2018年03月08日に初出の投稿

Last modified: 2018-03-09

JavaScript のライブラリを色々と見てるんだけど、どんどん新しいのは出てくるけど、結局は jQuery とか Dojo のように互換性を維持するために特別の配慮をしてる堅いフレームワークがサポートしている範囲のライブラリでいいんじゃないかと思うね。自宅の古いブラウザでは WebGL が未対応で動かないという事情もあって、ビジュアル志向のライブラリ、たとえば p5.js や Tree.js なんかはサンプルが全く動かない。で、恐らくは「最新のブラウザで」という話になるんだろうけど、考えてもみれば後方互換性が殆どないライブラリって、いまのバージョンを使い続けたら新しいブラウザに対応できなくて使えない相手が出てくるし、新しいブラウザに対応して新しくしたライブラリを使い続けると古いブラウザに対応できなくて使えない相手が出てくる。

もちろん、そういうサポートの範囲には現実的な限界というものがあるわけだけど、最近のガキがつくる地図や 3D やビジュアライゼーションのライブラリって、基本的に刹那的な名声とか集客とかマネタイズのことしか考えてないから、原理原則が大切だという哲学者としてだけでなく、システム開発のプロとしてもぜんぜんコミットする気になれないんだよね。その辺の草むらでウンコしてるのと同じレベルに見えるんだよ。都内やシリコンバレーの上場企業で俺らの倍以上の給料もらってる連中が書いてるコードでもね。

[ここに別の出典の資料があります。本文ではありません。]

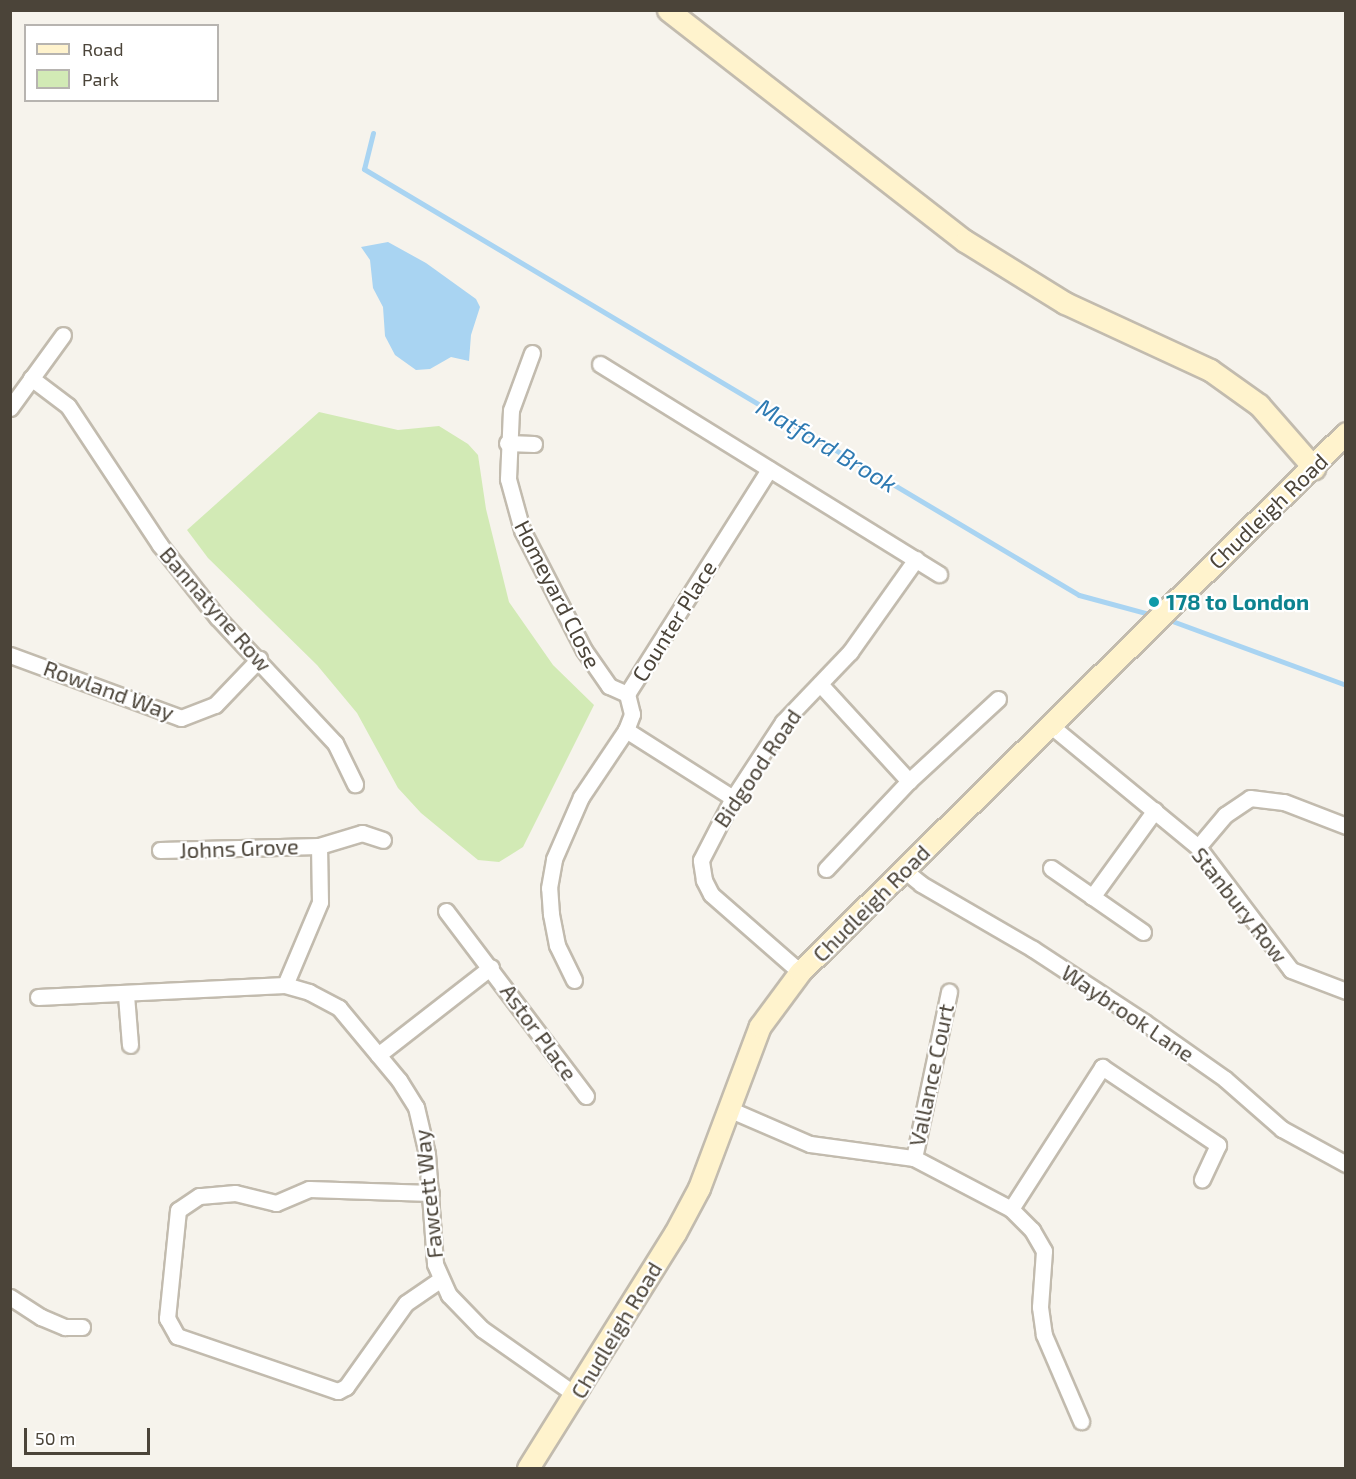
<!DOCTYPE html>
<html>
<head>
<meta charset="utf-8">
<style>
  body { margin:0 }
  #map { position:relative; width:1356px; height:1479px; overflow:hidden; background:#f6f3ec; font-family:"Exo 2",sans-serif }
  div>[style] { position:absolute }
  .green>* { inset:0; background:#d2eab5 }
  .water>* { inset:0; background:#a9d4f2 }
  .stream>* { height:5px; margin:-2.5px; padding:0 2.5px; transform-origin:2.5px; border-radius:2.5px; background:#a9d4f2 }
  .roads { filter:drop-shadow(2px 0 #c2bbae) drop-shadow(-2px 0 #c2bbae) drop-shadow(0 2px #c2bbae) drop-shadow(0 -2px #c2bbae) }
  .street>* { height:15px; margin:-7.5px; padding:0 7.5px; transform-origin:7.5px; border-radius:7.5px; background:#fff }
  .secondary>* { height:21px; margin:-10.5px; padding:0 10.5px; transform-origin:10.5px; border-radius:10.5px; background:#fff3cd }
  .dots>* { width:16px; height:16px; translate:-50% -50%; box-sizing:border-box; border:3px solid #fff; border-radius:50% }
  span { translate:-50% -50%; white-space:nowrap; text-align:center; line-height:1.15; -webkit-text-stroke:4.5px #fff; paint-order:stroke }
  .street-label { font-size:22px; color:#4b4439 }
  .culture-label { font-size:22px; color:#0d838f; font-weight:700 }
  .left { translate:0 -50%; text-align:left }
  .water-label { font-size:24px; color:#2e7ab2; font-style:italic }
  .frame { position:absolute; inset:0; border:12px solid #4b4439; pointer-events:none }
  .legend { position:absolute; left:24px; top:24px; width:195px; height:78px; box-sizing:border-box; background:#fff; border:2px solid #b7b4b0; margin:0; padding:8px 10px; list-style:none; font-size:18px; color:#4b4439 }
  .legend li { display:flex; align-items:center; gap:12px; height:30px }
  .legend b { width:30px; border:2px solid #b7b4b0 }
  .scale { position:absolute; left:24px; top:1428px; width:126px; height:27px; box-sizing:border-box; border:3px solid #4b4439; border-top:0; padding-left:8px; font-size:18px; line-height:21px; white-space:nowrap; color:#4b4439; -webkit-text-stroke:4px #fff; paint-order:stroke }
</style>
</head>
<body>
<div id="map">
  <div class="green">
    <div style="clip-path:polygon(319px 412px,398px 430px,439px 426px,468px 444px,478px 455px,486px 509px,509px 602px,553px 665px,594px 705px,523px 847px,499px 862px,478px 860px,421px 813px,398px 788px,357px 713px,317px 665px,208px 558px,187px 530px)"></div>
  </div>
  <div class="water">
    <div style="clip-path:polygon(388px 242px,426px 263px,476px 299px,480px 307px,471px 335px,469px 361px,451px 357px,430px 369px,416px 370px,395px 355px,385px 336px,383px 307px,373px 288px,370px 260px,361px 247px)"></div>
  </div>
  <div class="stream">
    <div style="left:373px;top:133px;width:37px;rotate:104deg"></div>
    <div style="left:364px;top:169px;width:832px;rotate:30.79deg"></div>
    <div style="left:1079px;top:595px;width:77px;rotate:15.1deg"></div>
    <div style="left:1164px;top:618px;width:194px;rotate:20.2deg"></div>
  </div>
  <div class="roads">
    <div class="street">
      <div style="left:532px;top:353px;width:61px;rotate:110.2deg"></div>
      <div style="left:511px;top:410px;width:69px;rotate:92.5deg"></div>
      <div style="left:508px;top:479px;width:53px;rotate:74.6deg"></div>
      <div style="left:522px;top:530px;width:135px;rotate:62.7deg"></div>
      <div style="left:584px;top:650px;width:44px;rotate:55.2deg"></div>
      <div style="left:609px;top:686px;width:20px;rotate:24deg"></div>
      <div style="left:600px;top:364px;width:399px;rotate:31.8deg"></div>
      <div style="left:31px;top:378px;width:46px;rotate:37.1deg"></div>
      <div style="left:68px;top:406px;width:167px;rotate:56.5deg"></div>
      <div style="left:160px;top:545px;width:92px;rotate:51.6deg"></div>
      <div style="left:217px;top:617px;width:173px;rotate:46.9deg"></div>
      <div style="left:335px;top:743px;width:46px;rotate:64deg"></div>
      <div style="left:10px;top:408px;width:90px;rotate:-54deg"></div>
      <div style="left:507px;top:443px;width:27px;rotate:2deg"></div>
      <div style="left:10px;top:655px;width:182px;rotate:20.2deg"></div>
      <div style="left:181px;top:718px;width:36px;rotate:-21deg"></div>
      <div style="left:215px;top:705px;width:64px;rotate:-46.3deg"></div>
      <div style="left:820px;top:684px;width:132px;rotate:47.5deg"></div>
      <div style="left:1050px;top:725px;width:192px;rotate:39.5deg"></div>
      <div style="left:1198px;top:847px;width:154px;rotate:52.9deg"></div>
      <div style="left:1291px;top:970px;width:59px;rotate:20.9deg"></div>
      <div style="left:733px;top:798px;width:127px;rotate:-147.6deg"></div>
      <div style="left:626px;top:730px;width:17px;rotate:-69deg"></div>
      <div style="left:632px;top:714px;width:21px;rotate:-104deg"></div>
      <div style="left:627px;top:694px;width:266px;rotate:-57.7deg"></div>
      <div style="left:1198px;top:847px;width:42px;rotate:-49.8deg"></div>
      <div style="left:1225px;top:815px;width:30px;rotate:-34deg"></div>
      <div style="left:1250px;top:798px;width:34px;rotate:7deg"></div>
      <div style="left:1284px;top:802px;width:66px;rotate:21.2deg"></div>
      <div style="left:160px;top:850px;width:159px;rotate:-1.4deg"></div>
      <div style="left:319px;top:846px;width:45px;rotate:-16.8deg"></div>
      <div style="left:362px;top:833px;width:22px;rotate:18deg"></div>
      <div style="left:1051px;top:868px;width:112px;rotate:34.8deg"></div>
      <div style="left:826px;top:869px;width:121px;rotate:-46.7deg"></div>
      <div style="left:909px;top:781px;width:121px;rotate:-42.7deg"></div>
      <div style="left:904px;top:870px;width:22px;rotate:39deg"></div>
      <div style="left:921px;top:884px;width:129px;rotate:30.1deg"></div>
      <div style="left:1033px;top:949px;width:133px;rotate:33.3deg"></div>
      <div style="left:1144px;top:1022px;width:99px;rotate:35.1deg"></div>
      <div style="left:1225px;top:1079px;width:76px;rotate:41.3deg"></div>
      <div style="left:1282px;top:1129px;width:73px;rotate:28.7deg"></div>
      <div style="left:1092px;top:897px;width:107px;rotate:-54.1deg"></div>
      <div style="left:446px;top:911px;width:232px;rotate:52.9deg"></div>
      <div style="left:800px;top:972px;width:118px;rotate:-138.8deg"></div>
      <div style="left:711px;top:894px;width:16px;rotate:-117deg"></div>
      <div style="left:704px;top:880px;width:20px;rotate:-99deg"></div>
      <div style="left:701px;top:860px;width:70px;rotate:-62.7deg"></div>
      <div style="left:733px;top:798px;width:91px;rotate:-56.7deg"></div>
      <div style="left:783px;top:722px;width:97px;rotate:-46.3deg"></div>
      <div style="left:850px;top:652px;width:114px;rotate:-54.6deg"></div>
      <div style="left:574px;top:980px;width:39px;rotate:-116deg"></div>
      <div style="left:557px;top:945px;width:32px;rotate:-101deg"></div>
      <div style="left:551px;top:914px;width:26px;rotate:-94deg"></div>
      <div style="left:549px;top:888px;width:29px;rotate:-80deg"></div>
      <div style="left:554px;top:859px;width:68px;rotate:-66.5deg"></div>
      <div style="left:581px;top:797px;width:81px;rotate:-56.1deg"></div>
      <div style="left:285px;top:985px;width:90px;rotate:-67.1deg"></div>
      <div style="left:320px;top:902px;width:56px;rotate:-91deg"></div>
      <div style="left:126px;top:995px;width:50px;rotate:85.4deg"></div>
      <div style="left:38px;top:997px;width:247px;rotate:-2.8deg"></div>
      <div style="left:285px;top:985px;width:25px;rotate:16deg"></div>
      <div style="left:309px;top:992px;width:34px;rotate:28deg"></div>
      <div style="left:339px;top:1008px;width:94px;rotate:50.2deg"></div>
      <div style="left:399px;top:1080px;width:32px;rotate:58deg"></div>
      <div style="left:416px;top:1107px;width:48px;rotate:76.8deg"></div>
      <div style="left:427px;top:1154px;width:110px;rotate:85.8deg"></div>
      <div style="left:435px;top:1264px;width:34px;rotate:66deg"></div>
      <div style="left:449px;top:1295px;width:47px;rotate:45.9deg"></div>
      <div style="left:482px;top:1329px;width:115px;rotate:35.1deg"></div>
      <div style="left:378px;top:1055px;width:143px;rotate:-37.9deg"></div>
      <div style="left:731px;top:1110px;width:86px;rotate:23.3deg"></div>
      <div style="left:810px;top:1144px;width:105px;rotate:7.7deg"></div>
      <div style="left:914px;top:1158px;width:110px;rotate:27.7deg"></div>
      <div style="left:1011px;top:1209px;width:30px;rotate:45deg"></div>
      <div style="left:1032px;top:1230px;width:24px;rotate:60deg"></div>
      <div style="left:1044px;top:1251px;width:56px;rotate:94.1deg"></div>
      <div style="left:1040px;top:1307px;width:28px;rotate:82deg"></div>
      <div style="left:1044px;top:1335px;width:94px;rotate:66.7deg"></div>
      <div style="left:914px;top:1158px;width:170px;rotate:-78.1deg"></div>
      <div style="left:431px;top:1193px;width:122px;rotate:-178.1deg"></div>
      <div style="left:309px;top:1189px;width:36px;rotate:157deg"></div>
      <div style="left:276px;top:1203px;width:42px;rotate:-166.3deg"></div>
      <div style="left:235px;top:1193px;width:36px;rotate:175deg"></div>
      <div style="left:199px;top:1196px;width:25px;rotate:146deg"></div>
      <div style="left:178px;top:1210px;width:109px;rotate:95.8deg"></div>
      <div style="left:167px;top:1318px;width:21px;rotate:61deg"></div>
      <div style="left:177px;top:1336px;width:170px;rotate:18.9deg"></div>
      <div style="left:338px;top:1391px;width:9px;rotate:-27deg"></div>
      <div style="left:346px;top:1387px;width:103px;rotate:-54.5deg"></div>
      <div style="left:406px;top:1303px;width:42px;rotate:-34.4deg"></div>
      <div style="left:1011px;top:1209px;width:169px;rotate:-57.3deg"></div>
      <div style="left:1102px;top:1067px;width:140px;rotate:33.9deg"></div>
      <div style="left:1218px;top:1145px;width:38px;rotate:115deg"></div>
      <div style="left:10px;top:1297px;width:37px;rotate:33deg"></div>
      <div style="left:41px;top:1317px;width:26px;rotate:23deg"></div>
      <div style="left:65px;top:1327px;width:17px"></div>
    </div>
    <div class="secondary">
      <div style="left:668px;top:10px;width:376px;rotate:37.9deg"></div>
      <div style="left:965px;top:241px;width:118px;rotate:31.8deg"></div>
      <div style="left:1065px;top:303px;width:160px;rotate:24.8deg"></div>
      <div style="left:1210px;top:370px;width:60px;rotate:35.5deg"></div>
      <div style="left:1259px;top:405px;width:84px;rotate:48.9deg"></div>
      <div style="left:528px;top:1468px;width:277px;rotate:-58deg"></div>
      <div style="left:675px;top:1233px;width:51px;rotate:-61.9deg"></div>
      <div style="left:699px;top:1188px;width:173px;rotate:-69.4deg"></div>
      <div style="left:760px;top:1026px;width:67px;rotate:-53.5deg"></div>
      <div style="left:800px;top:972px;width:767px;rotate:-44.63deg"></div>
    </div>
  </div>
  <div class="dots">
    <div style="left:1154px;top:602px;background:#0f9aa8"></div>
  </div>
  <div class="street-label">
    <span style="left:1268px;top:511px;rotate:-44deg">Chudleigh Road</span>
    <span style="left:558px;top:594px;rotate:63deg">Homeyard Close</span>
    <span style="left:216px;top:609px;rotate:49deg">Bannatyne Row</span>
    <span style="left:674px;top:621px;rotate:-58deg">Counter Place</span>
    <span style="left:109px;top:690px;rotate:20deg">Rowland Way</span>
    <span style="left:757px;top:768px;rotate:-56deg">Bidgood Road</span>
    <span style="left:239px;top:848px;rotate:-2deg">Johns Grove</span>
    <span style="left:871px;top:903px;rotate:-45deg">Chudleigh Road</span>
    <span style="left:1240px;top:905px;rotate:52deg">Stanbury Row</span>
    <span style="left:1128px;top:1013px;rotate:34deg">Waybrook Lane</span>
    <span style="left:539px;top:1032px;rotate:54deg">Astor Place</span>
    <span style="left:931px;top:1075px;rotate:-78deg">Vallance Court</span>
    <span style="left:428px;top:1194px;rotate:-96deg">Fawcett Way</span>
    <span style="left:616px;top:1330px;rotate:-59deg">Chudleigh Road</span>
  </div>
  <div class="culture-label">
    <span class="left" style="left:1166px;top:602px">178 to London</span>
  </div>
  <div class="water-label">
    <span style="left:827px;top:445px;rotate:31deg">Matford Brook</span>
  </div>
  <div class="frame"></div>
  <ul class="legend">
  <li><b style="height:8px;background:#fff3cd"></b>Road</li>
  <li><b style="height:16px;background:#d2eab5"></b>Park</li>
  </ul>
  <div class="scale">50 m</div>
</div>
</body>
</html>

なので、プロの技術者としてはコアレベルの ECMAScript や堅いフレームワークだけに拘りたくなるんだな。それに、ブラウザのエンジンに追加されているビジュアル志向の別規格の実装に依存するメソッドなんてのは、どのみち必要なら僕らは有能だから覚えるし使えるわけだけど、少なくともプライベートでは使いたくないね。ウンコを手で触ってるみたいな気分になる。

ちなみに、ライブラリはともかくフレームワークについては、仕事では圧倒的に jQuery が多いのだけど、他のフレームワークを選びにくい理由は個々に違う。まず、僕は Vue のように HTML 文書で特殊な属性をインラインで書くように要求するようなライブラリはメンテナンス性が低いと思っているので、あまりお勧めはしない。そして React は独自のノードを構築してから DOM に落とし込むという設計思想には感心するが、HTML のタグをそのまま JavaScript のコードに書いてるような記述方法がダサい。Dojo は、さすがに企業ユースをうたって IBM や Cisco がサポートするだけあって扱い方は手堅いけれど、ダウンロードしたら本体がどれなのかすら分からない魔界のようなコンポ―ネントを扱わなければいけない。jQuery は、もちろん古い。オリジナルの作者ですら React を使っていると言っているほどだ。しかし、結局は「それがどうした?」という話にならざるを得ない。なぜなら、JavaScript はコードが第三者に全て開示されるので、そもそも知財に関わるようなコードを書ける事業者は殆どいないわけで、このようなものをどれほど高度なコンピュータ・サイエンスの理論で擁護しようと、現実の仕事では大したことは書けないのだ。つまり、関数型で実装しようと、イソモーフィックに実装しようと、そんなものは企業としての KPI やエンドユーザの UX というプロの開発者がもつべき基準からすれば、クソでしかない。